* _What to produce_
An unchanged copy of each entry below is needed; keep the pictures out of it.

Stored items:
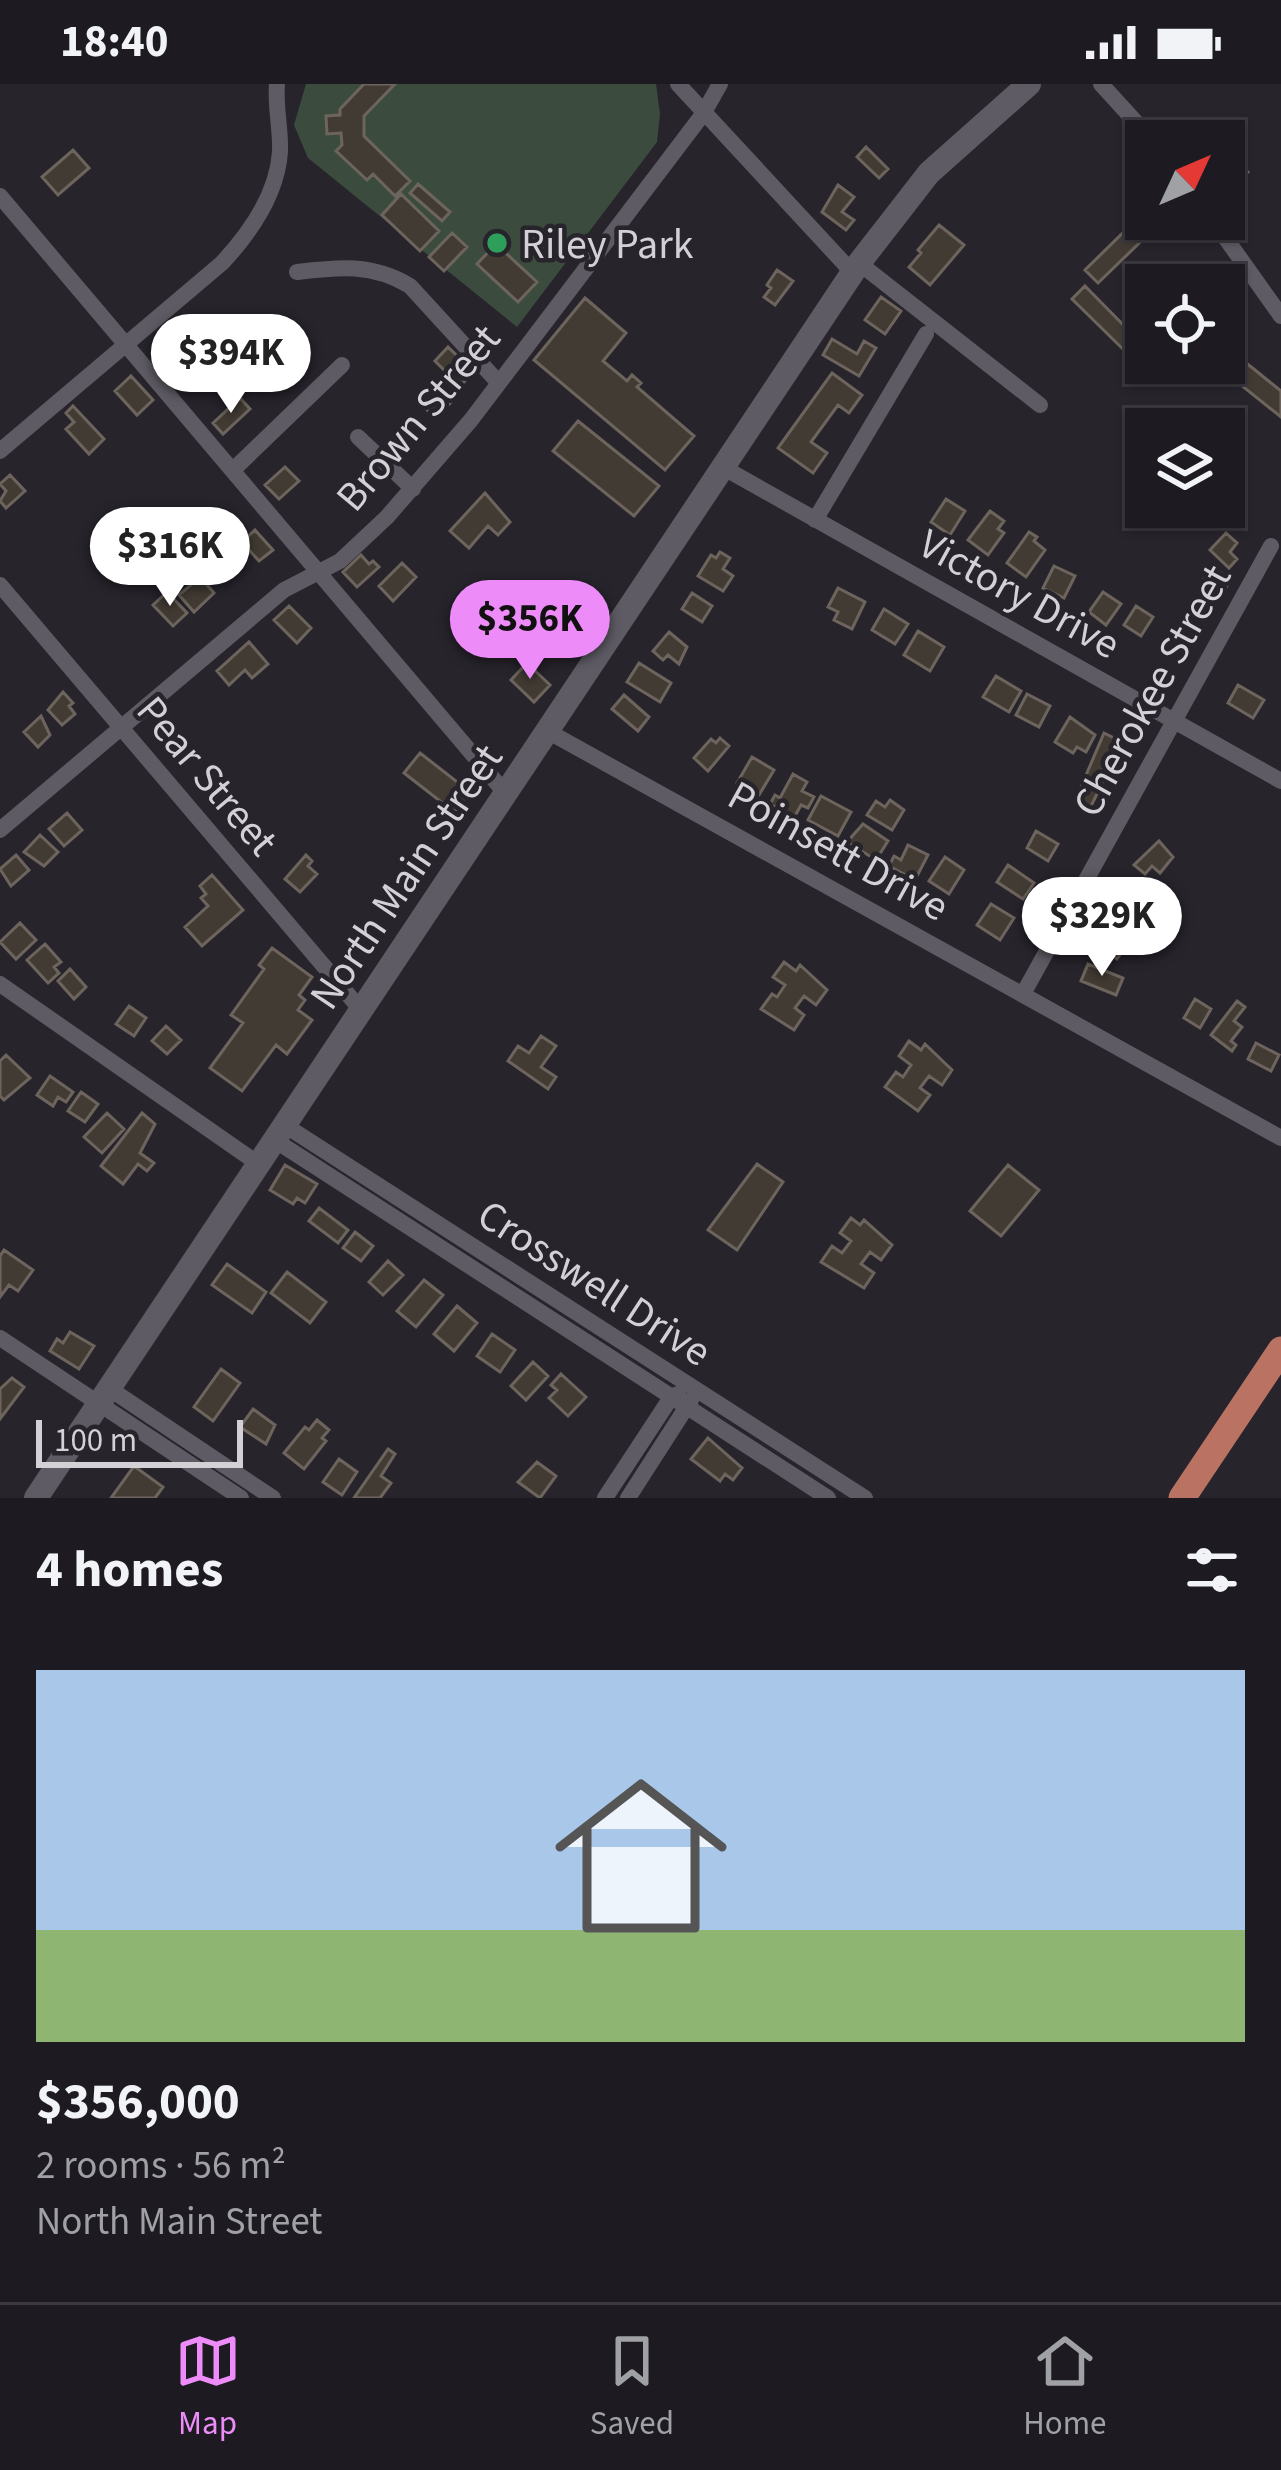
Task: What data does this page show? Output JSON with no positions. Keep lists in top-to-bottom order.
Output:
{
  "streets": {
    "main road": ["North Main Street"],
    "street": [
      "Brown Street",
      "Victory Drive",
      "Cherokee Street",
      "Pear Street",
      "Poinsett Drive",
      "Crosswell Drive"
    ]
  },
  "crossings": [
    ["Brown Street", "Pear Street"],
    ["Victory Drive", "Cherokee Street"],
    ["Victory Drive", "North Main Street"],
    ["Cherokee Street", "Poinsett Drive"],
    ["Pear Street", "North Main Street"],
    ["Poinsett Drive", "North Main Street"],
    ["North Main Street", "Crosswell Drive"]
  ],
  "places": ["Riley Park"],
  "scale_bar": "100 m",
  "north": "top right",
  "page": {
    "status": "18:40",
    "price": [
      "$394K",
      "$316K",
      "$356K",
      "$329K"
    ],
    "scale": "100 m",
    "heading": "4 homes",
    "list": [
      {
        "name": "$356,000",
        "note": "2 rooms · 56 m² · North Main Street"
      }
    ],
    "tabs": ["Map", "Saved", "Home"]
  }
}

* _Task output_
Task: What data does this page show? Output JSON with no positions. Keep lists in top-to-bottom order.
Output:
{
  "streets": {
    "main road": ["North Main Street"],
    "street": [
      "Brown Street",
      "Victory Drive",
      "Cherokee Street",
      "Pear Street",
      "Poinsett Drive",
      "Crosswell Drive"
    ]
  },
  "crossings": [
    ["Brown Street", "Pear Street"],
    ["Victory Drive", "Cherokee Street"],
    ["Victory Drive", "North Main Street"],
    ["Cherokee Street", "Poinsett Drive"],
    ["Pear Street", "North Main Street"],
    ["Poinsett Drive", "North Main Street"],
    ["North Main Street", "Crosswell Drive"]
  ],
  "places": ["Riley Park"],
  "scale_bar": "100 m",
  "north": "top right",
  "page": {
    "status": "18:40",
    "price": [
      "$394K",
      "$316K",
      "$356K",
      "$329K"
    ],
    "scale": "100 m",
    "heading": "4 homes",
    "list": [
      {
        "name": "$356,000",
        "note": "2 rooms · 56 m² · North Main Street"
      }
    ],
    "tabs": ["Map", "Saved", "Home"]
  }
}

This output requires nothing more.